When I am dry I duck into the tent and dress in fresh clothes. I inspect the cuts on the bottom of my feet. The serrated edges are grey and swollen from the water. I’m surprised, once I pull on a pair of thick socks and my boots, how little they hurt.
While the fire crackles and spits into life I take down the tent and roll it back into its olive-coloured bag.
The camp counsellors will be here soon. I wonder whether they will just toot the horn or come along the track to collect me.
I feed my pyjamas to the fire and peel back the lid from a can of baked beans. The translucent flames dance and weave through the fabric like lively sprites. The smoke drifts over me, heating my face, while my wet hair soaks the back of my T-shirt. I have never felt so clean.
I hear the eighteen-seater trundling along the road for a long time before I see it through the trees. I extinguish the fire with a billycan of river water and then I carry my bags along the path to the side of the road.
The counsellors took me straight to the sick bay. Bethany lay on a cot with her face slack and dopey. She smiled when she saw me.
‘What happened to you?’ I asked.
‘My coping strategies got away from me,’ she murmured.
I sat down on the side of her bed.
‘The drugs they give me make me shuffle when I walk. You know.’ She frowned. ‘Do you know?’
‘I know,’ I told her.
Bethany took a sip of water. I helped her put her glass back on the bedside table.
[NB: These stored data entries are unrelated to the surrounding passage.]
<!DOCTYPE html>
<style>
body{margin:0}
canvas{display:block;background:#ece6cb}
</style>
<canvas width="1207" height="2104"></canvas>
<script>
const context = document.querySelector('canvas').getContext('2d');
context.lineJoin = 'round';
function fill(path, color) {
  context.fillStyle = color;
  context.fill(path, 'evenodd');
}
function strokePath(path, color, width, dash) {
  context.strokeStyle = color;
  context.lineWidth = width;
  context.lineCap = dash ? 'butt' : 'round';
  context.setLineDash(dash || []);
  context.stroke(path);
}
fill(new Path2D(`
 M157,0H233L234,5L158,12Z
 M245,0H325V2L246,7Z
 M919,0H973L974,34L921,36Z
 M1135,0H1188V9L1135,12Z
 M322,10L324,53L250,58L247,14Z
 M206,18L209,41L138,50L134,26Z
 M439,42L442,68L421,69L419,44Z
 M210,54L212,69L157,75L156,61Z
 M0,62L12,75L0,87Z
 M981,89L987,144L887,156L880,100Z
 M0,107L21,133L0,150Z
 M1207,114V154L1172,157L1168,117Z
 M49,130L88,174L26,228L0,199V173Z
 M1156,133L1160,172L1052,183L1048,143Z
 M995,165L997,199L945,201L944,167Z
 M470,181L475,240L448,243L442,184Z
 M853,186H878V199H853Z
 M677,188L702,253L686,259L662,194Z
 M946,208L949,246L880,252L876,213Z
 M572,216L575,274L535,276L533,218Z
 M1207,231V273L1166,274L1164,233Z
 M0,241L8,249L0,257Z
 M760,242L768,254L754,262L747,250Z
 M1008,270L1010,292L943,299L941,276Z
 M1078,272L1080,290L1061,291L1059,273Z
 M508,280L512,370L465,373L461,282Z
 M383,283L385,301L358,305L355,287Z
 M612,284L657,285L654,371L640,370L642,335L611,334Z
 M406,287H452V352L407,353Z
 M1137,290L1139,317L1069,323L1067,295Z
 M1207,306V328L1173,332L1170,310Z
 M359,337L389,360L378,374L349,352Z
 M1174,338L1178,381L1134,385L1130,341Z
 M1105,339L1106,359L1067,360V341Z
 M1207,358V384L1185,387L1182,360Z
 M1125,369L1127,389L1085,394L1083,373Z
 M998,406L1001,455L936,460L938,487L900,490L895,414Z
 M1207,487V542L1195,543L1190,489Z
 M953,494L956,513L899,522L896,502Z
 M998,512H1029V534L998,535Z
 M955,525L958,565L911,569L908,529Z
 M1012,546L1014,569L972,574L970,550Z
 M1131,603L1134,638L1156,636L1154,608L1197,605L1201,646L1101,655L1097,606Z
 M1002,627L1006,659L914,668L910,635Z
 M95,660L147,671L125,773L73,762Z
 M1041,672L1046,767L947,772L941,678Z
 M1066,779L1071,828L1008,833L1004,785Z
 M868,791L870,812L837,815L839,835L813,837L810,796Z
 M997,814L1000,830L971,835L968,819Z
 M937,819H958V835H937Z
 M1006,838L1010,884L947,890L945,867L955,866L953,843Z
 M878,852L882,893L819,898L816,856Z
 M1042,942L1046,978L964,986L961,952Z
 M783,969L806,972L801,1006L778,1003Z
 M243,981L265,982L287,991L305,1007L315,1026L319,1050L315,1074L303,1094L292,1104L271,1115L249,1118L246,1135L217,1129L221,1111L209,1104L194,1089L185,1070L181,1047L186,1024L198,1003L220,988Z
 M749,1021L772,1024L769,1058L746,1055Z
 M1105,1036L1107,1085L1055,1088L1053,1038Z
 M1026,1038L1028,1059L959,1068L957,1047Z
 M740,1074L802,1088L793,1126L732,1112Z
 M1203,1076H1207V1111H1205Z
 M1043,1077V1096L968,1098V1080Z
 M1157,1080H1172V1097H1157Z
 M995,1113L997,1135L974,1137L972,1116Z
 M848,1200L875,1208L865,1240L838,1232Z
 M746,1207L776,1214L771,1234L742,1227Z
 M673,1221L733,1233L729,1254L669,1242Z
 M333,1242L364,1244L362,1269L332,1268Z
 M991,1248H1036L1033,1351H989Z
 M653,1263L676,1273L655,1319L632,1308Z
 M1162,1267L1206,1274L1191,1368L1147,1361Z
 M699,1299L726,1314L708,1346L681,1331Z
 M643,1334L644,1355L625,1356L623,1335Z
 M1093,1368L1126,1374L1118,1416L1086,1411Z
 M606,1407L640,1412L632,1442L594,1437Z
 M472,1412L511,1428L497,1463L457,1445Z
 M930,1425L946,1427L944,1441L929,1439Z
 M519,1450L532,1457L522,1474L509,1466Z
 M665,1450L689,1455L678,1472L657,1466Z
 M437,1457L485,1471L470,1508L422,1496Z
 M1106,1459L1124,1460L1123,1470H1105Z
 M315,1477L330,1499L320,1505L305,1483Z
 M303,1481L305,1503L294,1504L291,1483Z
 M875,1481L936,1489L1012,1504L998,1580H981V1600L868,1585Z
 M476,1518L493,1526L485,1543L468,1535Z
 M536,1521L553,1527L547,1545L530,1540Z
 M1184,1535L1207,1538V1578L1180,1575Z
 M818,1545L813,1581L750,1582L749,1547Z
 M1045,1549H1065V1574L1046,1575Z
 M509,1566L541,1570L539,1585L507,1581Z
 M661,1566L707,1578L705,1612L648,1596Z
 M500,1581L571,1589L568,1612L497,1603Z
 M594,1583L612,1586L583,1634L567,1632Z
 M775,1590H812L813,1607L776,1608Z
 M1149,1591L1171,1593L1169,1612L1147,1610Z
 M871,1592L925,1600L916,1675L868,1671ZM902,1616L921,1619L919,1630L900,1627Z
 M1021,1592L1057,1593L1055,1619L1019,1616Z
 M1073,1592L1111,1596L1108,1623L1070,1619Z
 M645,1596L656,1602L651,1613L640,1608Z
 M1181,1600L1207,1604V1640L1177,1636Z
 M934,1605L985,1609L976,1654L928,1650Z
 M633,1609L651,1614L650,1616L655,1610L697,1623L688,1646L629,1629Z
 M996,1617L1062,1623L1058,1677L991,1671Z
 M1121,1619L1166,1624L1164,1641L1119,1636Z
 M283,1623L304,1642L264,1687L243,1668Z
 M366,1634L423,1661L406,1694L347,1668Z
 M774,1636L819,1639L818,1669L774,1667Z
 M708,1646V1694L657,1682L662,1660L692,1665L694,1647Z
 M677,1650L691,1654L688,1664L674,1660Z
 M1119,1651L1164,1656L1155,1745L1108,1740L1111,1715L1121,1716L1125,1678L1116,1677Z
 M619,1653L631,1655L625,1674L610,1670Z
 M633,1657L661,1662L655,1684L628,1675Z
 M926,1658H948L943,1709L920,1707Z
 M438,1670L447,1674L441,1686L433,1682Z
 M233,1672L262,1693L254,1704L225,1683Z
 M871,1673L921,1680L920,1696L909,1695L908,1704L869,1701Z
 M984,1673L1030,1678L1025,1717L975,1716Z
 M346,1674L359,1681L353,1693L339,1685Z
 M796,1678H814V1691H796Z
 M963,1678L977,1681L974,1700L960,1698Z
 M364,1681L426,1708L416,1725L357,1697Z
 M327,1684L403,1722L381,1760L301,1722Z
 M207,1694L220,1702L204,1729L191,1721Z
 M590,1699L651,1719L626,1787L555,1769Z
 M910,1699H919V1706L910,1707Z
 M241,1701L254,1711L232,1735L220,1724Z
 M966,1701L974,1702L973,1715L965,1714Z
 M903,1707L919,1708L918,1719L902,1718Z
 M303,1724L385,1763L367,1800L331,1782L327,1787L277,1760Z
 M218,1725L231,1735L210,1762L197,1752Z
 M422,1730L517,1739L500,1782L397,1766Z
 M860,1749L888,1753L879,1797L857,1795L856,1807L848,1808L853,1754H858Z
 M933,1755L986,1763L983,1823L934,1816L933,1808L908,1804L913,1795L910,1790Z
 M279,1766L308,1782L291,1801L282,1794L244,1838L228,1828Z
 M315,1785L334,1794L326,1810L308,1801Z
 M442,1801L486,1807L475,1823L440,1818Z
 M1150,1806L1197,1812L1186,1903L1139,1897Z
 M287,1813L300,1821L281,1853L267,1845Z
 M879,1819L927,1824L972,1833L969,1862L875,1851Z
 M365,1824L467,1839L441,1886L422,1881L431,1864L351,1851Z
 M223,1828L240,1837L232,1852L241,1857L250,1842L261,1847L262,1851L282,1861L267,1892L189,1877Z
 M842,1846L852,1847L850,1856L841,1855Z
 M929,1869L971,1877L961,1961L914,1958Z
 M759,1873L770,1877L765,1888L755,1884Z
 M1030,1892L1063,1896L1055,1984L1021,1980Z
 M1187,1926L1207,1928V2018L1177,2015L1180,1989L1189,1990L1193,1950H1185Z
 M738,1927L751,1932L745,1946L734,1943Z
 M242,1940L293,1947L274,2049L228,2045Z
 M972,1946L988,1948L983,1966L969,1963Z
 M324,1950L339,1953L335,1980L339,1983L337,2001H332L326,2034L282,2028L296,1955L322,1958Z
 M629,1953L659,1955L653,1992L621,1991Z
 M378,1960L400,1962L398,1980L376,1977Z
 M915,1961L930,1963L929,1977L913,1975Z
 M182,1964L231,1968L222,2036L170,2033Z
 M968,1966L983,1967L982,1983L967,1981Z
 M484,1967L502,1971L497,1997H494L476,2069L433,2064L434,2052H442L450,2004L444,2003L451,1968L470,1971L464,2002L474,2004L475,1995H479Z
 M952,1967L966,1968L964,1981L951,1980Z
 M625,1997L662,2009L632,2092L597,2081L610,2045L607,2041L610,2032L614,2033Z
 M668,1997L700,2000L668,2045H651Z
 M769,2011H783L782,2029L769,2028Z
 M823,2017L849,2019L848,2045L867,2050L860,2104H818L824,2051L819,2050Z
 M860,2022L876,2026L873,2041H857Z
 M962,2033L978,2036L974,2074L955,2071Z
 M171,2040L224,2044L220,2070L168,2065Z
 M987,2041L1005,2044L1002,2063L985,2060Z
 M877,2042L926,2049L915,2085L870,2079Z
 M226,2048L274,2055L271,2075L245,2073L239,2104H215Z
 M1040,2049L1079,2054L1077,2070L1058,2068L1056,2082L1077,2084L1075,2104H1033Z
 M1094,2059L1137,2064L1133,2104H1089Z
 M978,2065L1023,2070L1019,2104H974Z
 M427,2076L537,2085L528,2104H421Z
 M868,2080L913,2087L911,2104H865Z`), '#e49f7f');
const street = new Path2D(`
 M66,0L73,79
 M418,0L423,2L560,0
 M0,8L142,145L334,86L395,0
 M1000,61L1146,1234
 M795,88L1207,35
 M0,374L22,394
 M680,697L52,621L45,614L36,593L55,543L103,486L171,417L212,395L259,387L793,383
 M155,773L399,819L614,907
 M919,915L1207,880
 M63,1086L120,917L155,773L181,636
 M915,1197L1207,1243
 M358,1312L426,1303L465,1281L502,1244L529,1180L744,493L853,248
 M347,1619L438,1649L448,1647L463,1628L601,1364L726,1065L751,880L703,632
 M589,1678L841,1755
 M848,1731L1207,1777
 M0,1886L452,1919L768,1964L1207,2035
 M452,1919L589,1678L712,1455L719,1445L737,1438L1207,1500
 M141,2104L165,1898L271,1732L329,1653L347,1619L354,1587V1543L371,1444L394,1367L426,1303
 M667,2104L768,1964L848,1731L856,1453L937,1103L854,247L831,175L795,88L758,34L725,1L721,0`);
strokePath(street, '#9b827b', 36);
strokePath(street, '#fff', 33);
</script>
‘I’m going to get you a whistle and a light for attracting attention. You can wear it around your neck for whenever those coping strategies get out of control.’
She smiled again. ‘Toot, toot,’ she said to me.
Callum was sitting in the courtyard outside. I could hear guitars and drums in the mess hall – people practising for the jam session after dinner. Most of the others had gone kayaking for the afternoon. A few stretched out on the lawn reading, plucking at the grass and talking.
‘How was finger-painting?’ I asked, dropping my bag.
He shaded his eyes with his hand. ‘I’m definitely cured. You?’
I smiled. The skin on my face felt tight. ‘Actually, it was better than I expected. I was all ready to slay the demon, but I changed my mind.’
‘It’s still out there?’ He mocked a gasp.
‘Yes, I suppose he is.’ I scuffed my feet along the bricks.